If retail petrol prices across Canberra don’t fall to under $1 a litre by the end of the week, the ACT government will use its powers under the Fair Trading Act to intervene.
Chief Minister Andrew Barr will use the legislation against fuel retailers in Canberra who he says are profiteering by taking advantage of the historically low international fuel prices.
The global coronavirus pandemic has led to an international over-supply of oil, with pump prices in most capital cities across Australia’s eastern seaboard now plunging to their lowest in more than 20 years.
However, Mr Barr’s edict has drawn a sharp response from ACT retailers, some of whom are paying more than double the fixed costs incurred by similar-sized service stations in regional areas such as Yass and almost four times that of the busy retail sites such as on the M4 motorway at Sydney’s Eastern Creek.
Land rate costs on these service station sites obtained by The Canberra Times have verified these claims.
The NSW government is also deferring landlords who pass on the equivalent relief to their tenants.
The ACT government’s leasehold system does not apply a land tax to commercial properties but calculates applicable rates by comparing one site with another approved for a comparable commercial lease purpose.
One ACT fuel retailer, who did not wish to be identified, said the playing field was not an even one because some discounters buy refined products direct from South-East Asia whereas others refine in Australia and therefore incur higher costs.
He said ACT rates and costs were a significant influence on pump prices but the government has dismissed this component out of hand.
“Additionally we have to pay wages to operate seven days a week, and rent, and the ACT environment fee and environmental management assessment fees. It’s a crazy business, I wish I wasn’t in it,” he said.
Retailers are also concerned that under the ACT’s new COVID-19 Emergency Response Act 2020 legislation, the Minister is given far-reaching powers to make declarations regarding enforcement and termination of commercial tenancies.
Mr Barr said on Tuesday that standard grade fuel should be retailed in Canberra “for $1 a litre or less no matter what the circumstances of the retail outlet”.
“Many [Canberra fuel retailers] are selling around 90 cents a litre but some are still around 40 cents a litre above the wholesale price,” Mr Barr said.
“Now that is a retail margin that is unacceptable and demands government intervention.”

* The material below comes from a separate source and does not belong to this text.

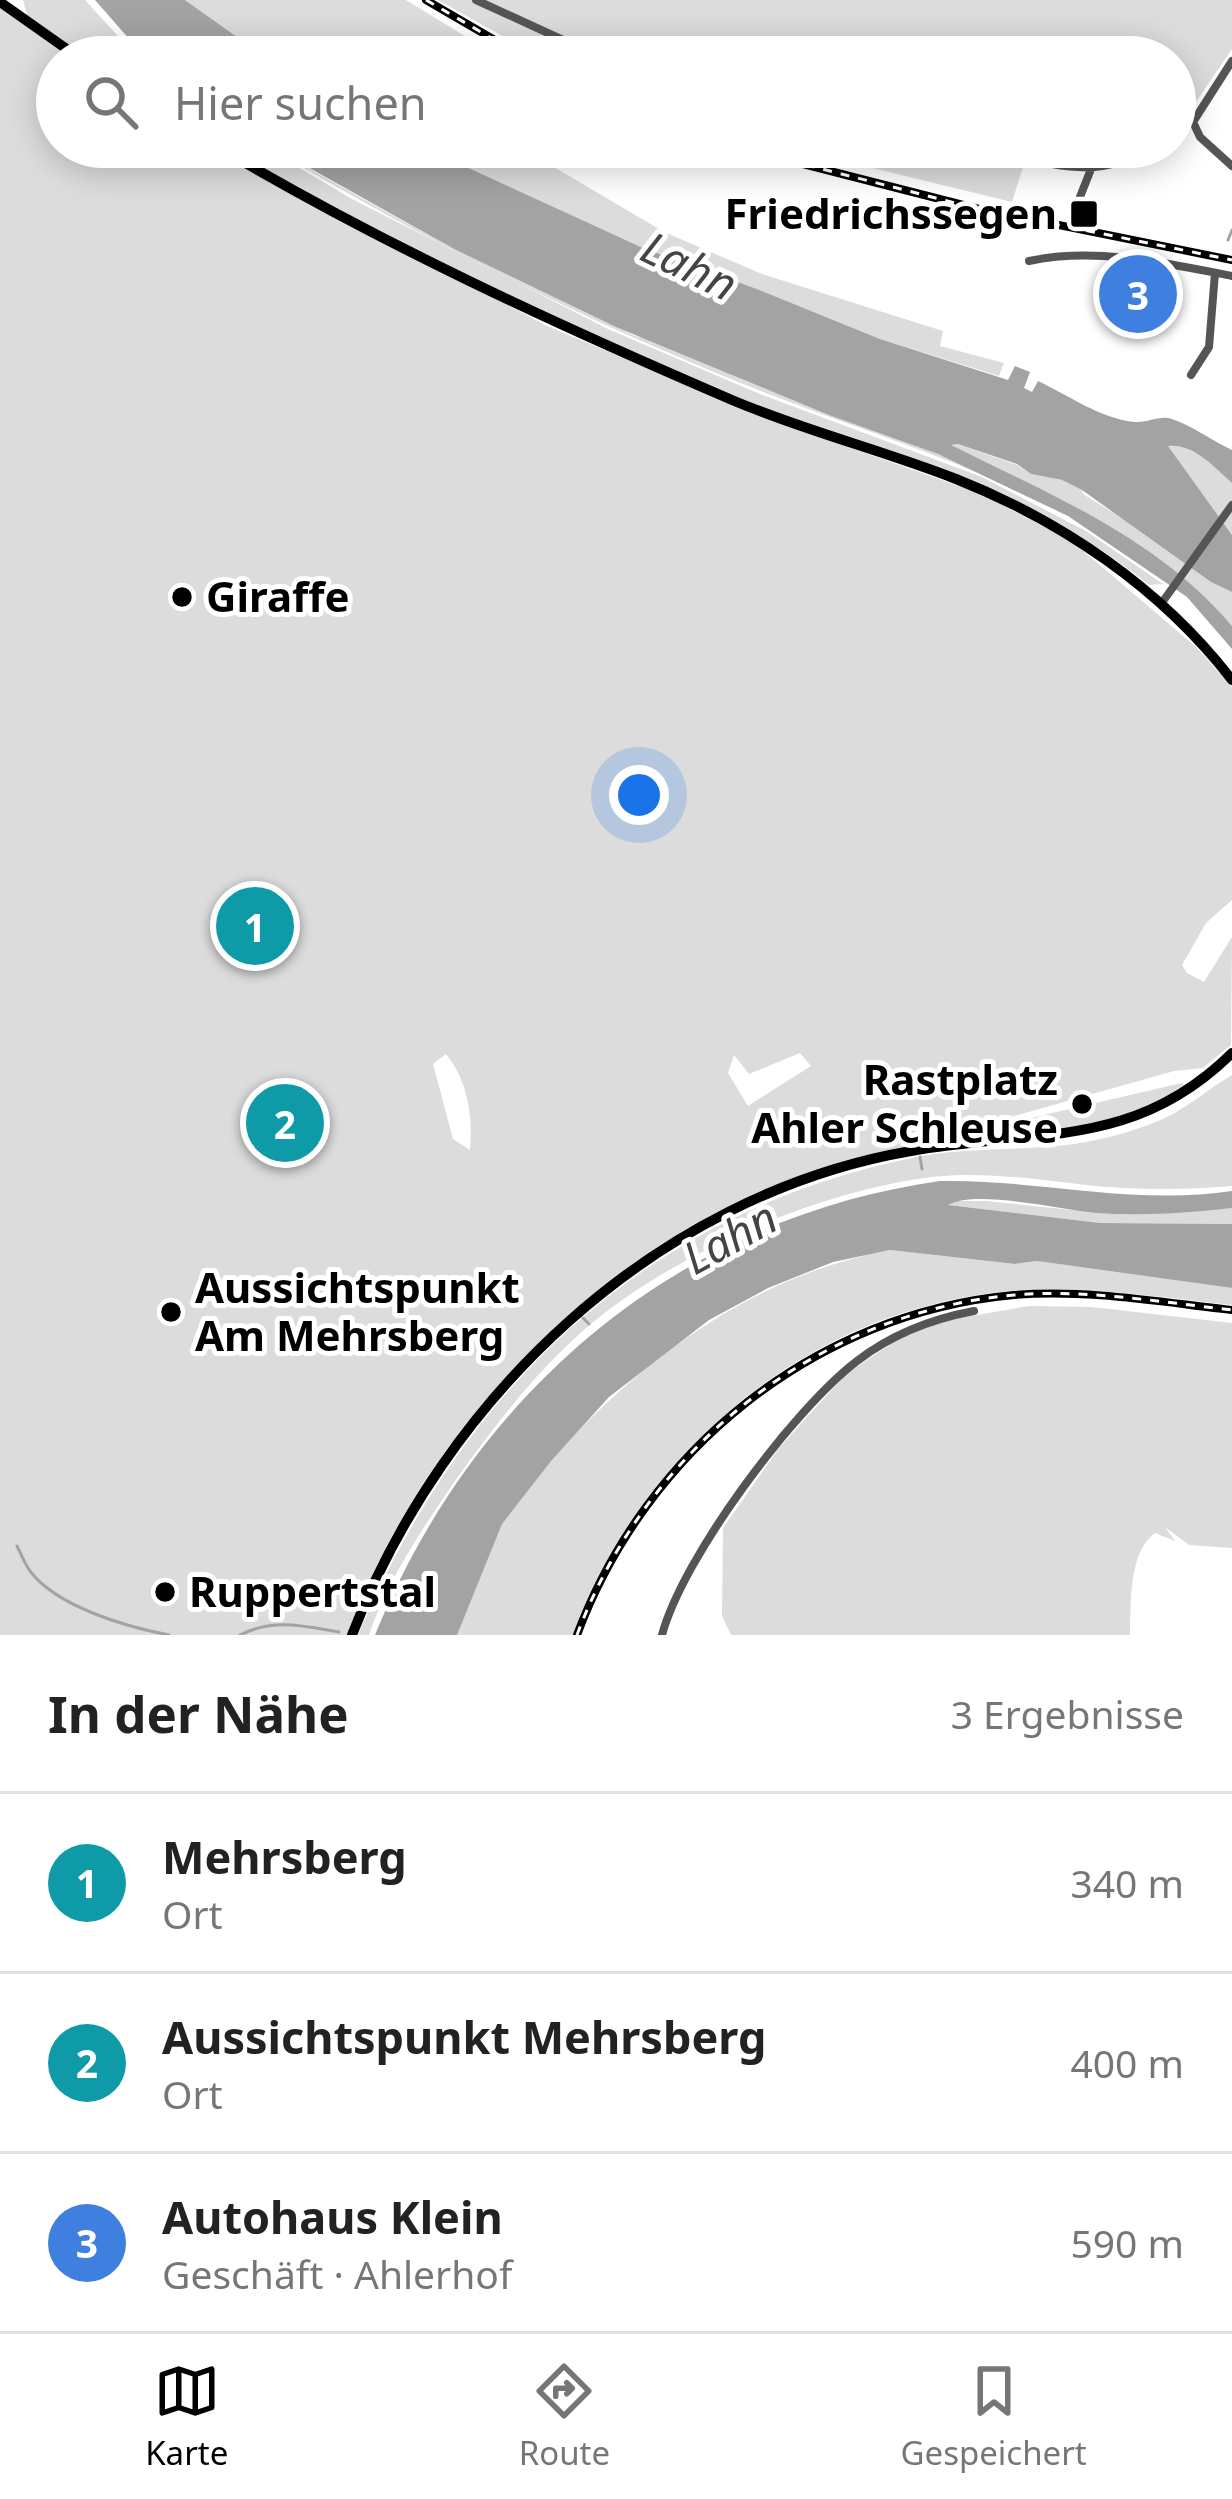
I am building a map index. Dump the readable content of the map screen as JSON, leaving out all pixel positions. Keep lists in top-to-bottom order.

He said that he was “having the work done now” which will allow legislative enforcement to occur on Friday.
“If I don’t see the prices fall to below a $1 per litre by the end of the week, then we will put that in place,” he added.
The Australian Competition and Consumer Commission has also warned that retailers should not use the current pandemic “to further increase profits” and said it would continue to monitor prices..
Terminal gate refined fuel prices offered to business customers vary according to the oil supplier.
On Tuesday, Viva Energy/Shell had a terminal gate price in Sydney for regular 91 RON unleaded of 81.84 cents. Exxon Mobil was set at 83.75 cents and Caltex was 89.09 cents. Transport to Canberra generally adds between 4-5 cents per litre.
Fuel excise is a flat 42.5 cents per litre component of the terminal gate price, and 10 per cent GST is added at the bowser.
Those retailers with set fuel supply contracts from suppliers have three options to vary their prices: accept the prices from the terminal gate and trim their costs accordingly to stay price-competitive, request a subsidy from the supplier – which won’t occur in the current environment – or sell at a loss.
Inflated petrol prices in Canberra have been a thorny issue for the ACT government which last year conducted a bipartisan Legislative Assembly inquiry into ways of delivering sharper prices for Canberra motorists.